Mazrui obtained his B.A. with Distinction from Manchester
University in England, his M.A. from Columbia University
in New York, and his doctorate from Oxford University in
England. For ten years he was at Makerere University,
Kampala, Uganda, where he served as head of the Department
of Political Science and Dean of the Faculty of Social
Sciences and from where he launched his professorial
career. He once served as Vice-President of the
International Political Science Association and has
lectured in five continents. Professor Mazrui also served
as professor of political science (1974-1991) and as
Director of the Center for Afroamerican and African
Studies (1978-1981) at The University of Michigan, Ann
Arbor, Michigan. He has also been Visiting Scholar at
Stanford, Chicago, Colgate, Singapore, Australia,
Malaysia, Oxford, Harvard, Bridgewater, Cairo, Leeds,
Nairobi, Teheran, Denver, London, Ohio State, Baghdad,
McGill, Sussex, Pennsylvania, etc. Dr. Mazrui has also
served as Special Advisor to the World Bank. He has also
served on the Board of Directors of the American Muslim
Council, Washington, D.C., and is chair of the Board of
the Center for the Study of Islam and Democracy,
Washington, D.C. He is also on the Board of the Center for
Muslim-Christian Understanding, Georgetown University,
Washington, D.C., and is a Fellow of the Institute of
Governance and Social Research, Jos, Nigeria.
His more than twenty books include Towards a Pax Africana
(1967), and The Political Sociology of the English
Language (1975). He has also published a novel (reprinted
a number of times) entitled The Trial of Christopher
Okigbo (1971).
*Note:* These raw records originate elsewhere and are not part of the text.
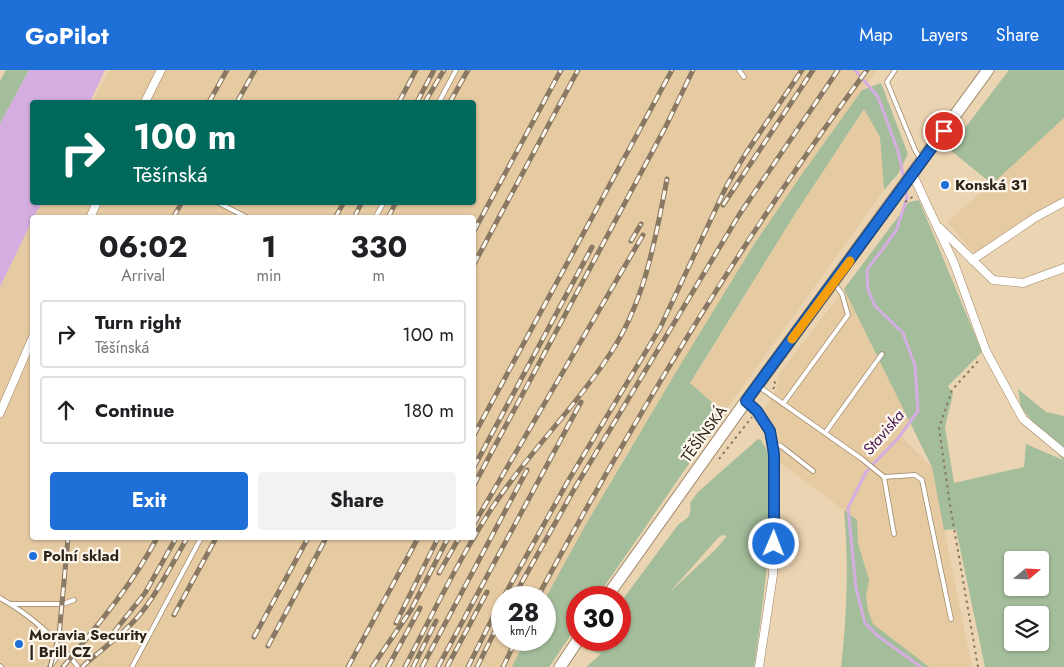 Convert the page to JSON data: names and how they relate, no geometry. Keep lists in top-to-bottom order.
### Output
{
  "streets": {
    "main road": ["TĚŠÍNSKÁ"]
  },
  "water": ["Staviska"],
  "places": ["Konská 31", "Polní sklad", "Moravia Security | Brill CZ"],
  "north": "right",
  "page": {
    "header": "GoPilot",
    "nav": ["Map", "Layers", "Share"],
    "turn": ["100 m", "Těšínská"],
    "eta": [
      "06:02",
      "Arrival",
      "1",
      "min",
      "330",
      "m"
    ],
    "list": [
      {
        "name": "Turn right",
        "note": "Těšínská",
        "value": "100 m"
      },
      {
        "name": "Continue",
        "value": "180 m"
      }
    ],
    "buttons": ["Exit", "Share"],
    "speed": "28 km/h",
    "limit": "30"
  }
} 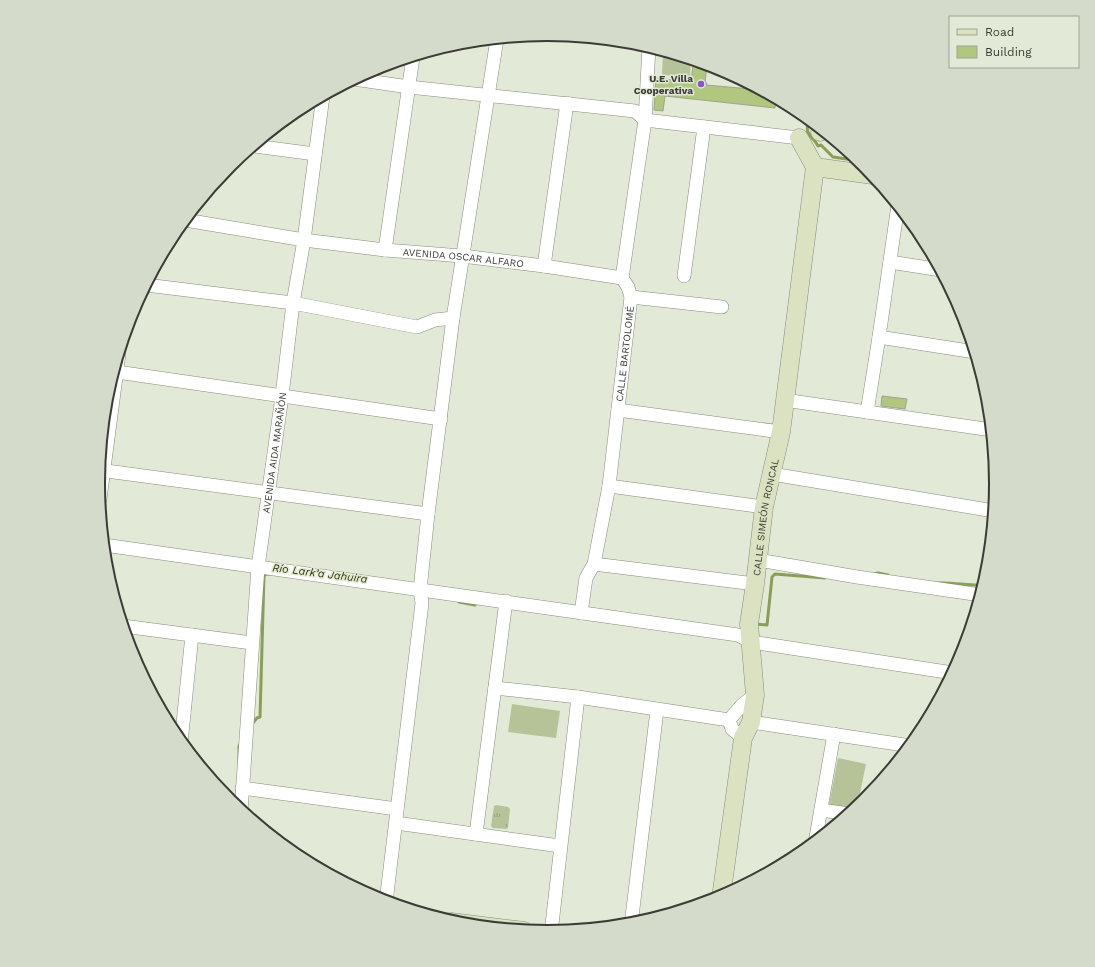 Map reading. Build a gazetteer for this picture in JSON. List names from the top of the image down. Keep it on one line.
{"streets":{"street":["AVENIDA OSCAR ALFARO","CALLE BARTOLOMÉ","AVENIDA AIDA MARAÑÓN","CALLE SIMEÓN RONCAL"]},"crossings":[["AVENIDA OSCAR ALFARO","CALLE BARTOLOMÉ"],["AVENIDA OSCAR ALFARO","AVENIDA AIDA MARAÑÓN"]],"water":["Río Lark’a Jahuira"],"places":["U.E. Villa Cooperativa"],"legend":["Road","Building"]}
His research interests include African
politics, international political culture, political
Islam, and North-South relations. Other books include
Africa's International Relations (Heinemann and Westview
Press, 1977, reprinted a number of times), Political
Values and the Educated Class in Africa (Heinemann
Educational Books and University of California Press,
1978, reprinted subsequently), and The Political Culture
of Language: Swahili, Society, and the State, co-author
Alamin M. Mazrui, (IGCS and James Currey, 1995). His most
comprehensive books include A World Federation of
Cultures: An African Perspective (published by the Free
Press in New York in 1976) and Cultural Forces in World
Politics (James Currey and Heinemann, 1990). Among his
books on language in society is The Power of Babel:
Language and Governance in Africa's Experience (co-author
Alamin M. Mazrui) (James Currey and University of Chicago
Press, 1998), which was launched in the House of Lords,
London, at a historic ceremony saluting Mazrui's works.
Dr. Mazrui
has also written for magazines and newspapers. He has been
published in The Times (London), the New York Times, the
Sunday Nation (Nairobi), Transition (Kampala and Cambridge,
Mass., USA), Al-Ahram (Cairo), The Guardian (London) and
(Lagos), The Economist (London) and the Cumhuriyet (Istanbul
and Ankara), Yomiuri Shimbun (Tokyo and Osaka),
International Herald Tribune (Paris), Elsevier (Amsterdam),
Los Angeles Times Syndicate (USA) and Afrique 2000 (Brussels
and Paris).
Professor
Mazrui is married and has five sons (Jamal, Al'Amin, Kim
Abubakar, Farid Chinedu and Harith Ekenechukwu). Dr. Mazrui
is a Kenyan. One of his sons is also Kenyan and four are
U.S. citizens.
Dr. Mazrui
was President of the African Studies Association of the
United States from November 1978 to November 1979 and
Vice-President of the International Congress of African
Studies (1979-1991). He is also Vice-President of the Royal
African Society in London. Dr. Mazrui has been elected an
Honorary Fellow of the Ghana Academy of Arts and Sciences,
and member of the College of Fellows of the International
Association of Middle Eastern Studies. In 1979 Dr. Mazrui
delivered the prestigious annual Reith Lectures of the
British Broadcasting Corporation (named about the founder
Director-General of the BBC, Lord Reith). The lectures
(entitled The African Condition) have since been repeatedly
reprinted by Cambridge University Press (Cambridge has the
American rights). Part of Mazrui's work has been translated
into other languages. The National University of Lesotho has
awarded him a Distinguished Service honor, Nkumba University
in Uganda has awarded him a Doctor of Letters, and Lincoln
University in Pennsylvania, USA, has elected him an Icon of
the Twentieth Century. Morgan State University in Baltimore,
Maryland, has extended him to the DuBois-Garvey Award for
Pan-African Unity. In 1999 he gave the Eric Williams
Memorial lecture sponsored by the Central Bank of Trinidad
and Tobago. Dr. Mazrui has been elected President of the
Crescent University Foundation whose aim is to establish a
modern world-class Muslim University in the United States.
In 1998
Professor Mazrui became the Academic Associate of the
Atlantic Council at Binghamton University. In the same year
he was elected to the Board of Trustees of the Oxford Centre
for Islamic Studies, England, and to the Board of Directors
of the National Summit on Africa, Washington, D.C.. The year
1998 also marked the publication of the first comprehensive
annotated bibliography of all Mazrui’s works (written and
electronic) from 1962 to 1997 [The Mazruiana Collection,
compiled by Abdul S. Bemath, and published by Sterling in
New Delhi and Africa World Press in New Jersey]. Another
book entitled The Global African: A Portrait of Ali A.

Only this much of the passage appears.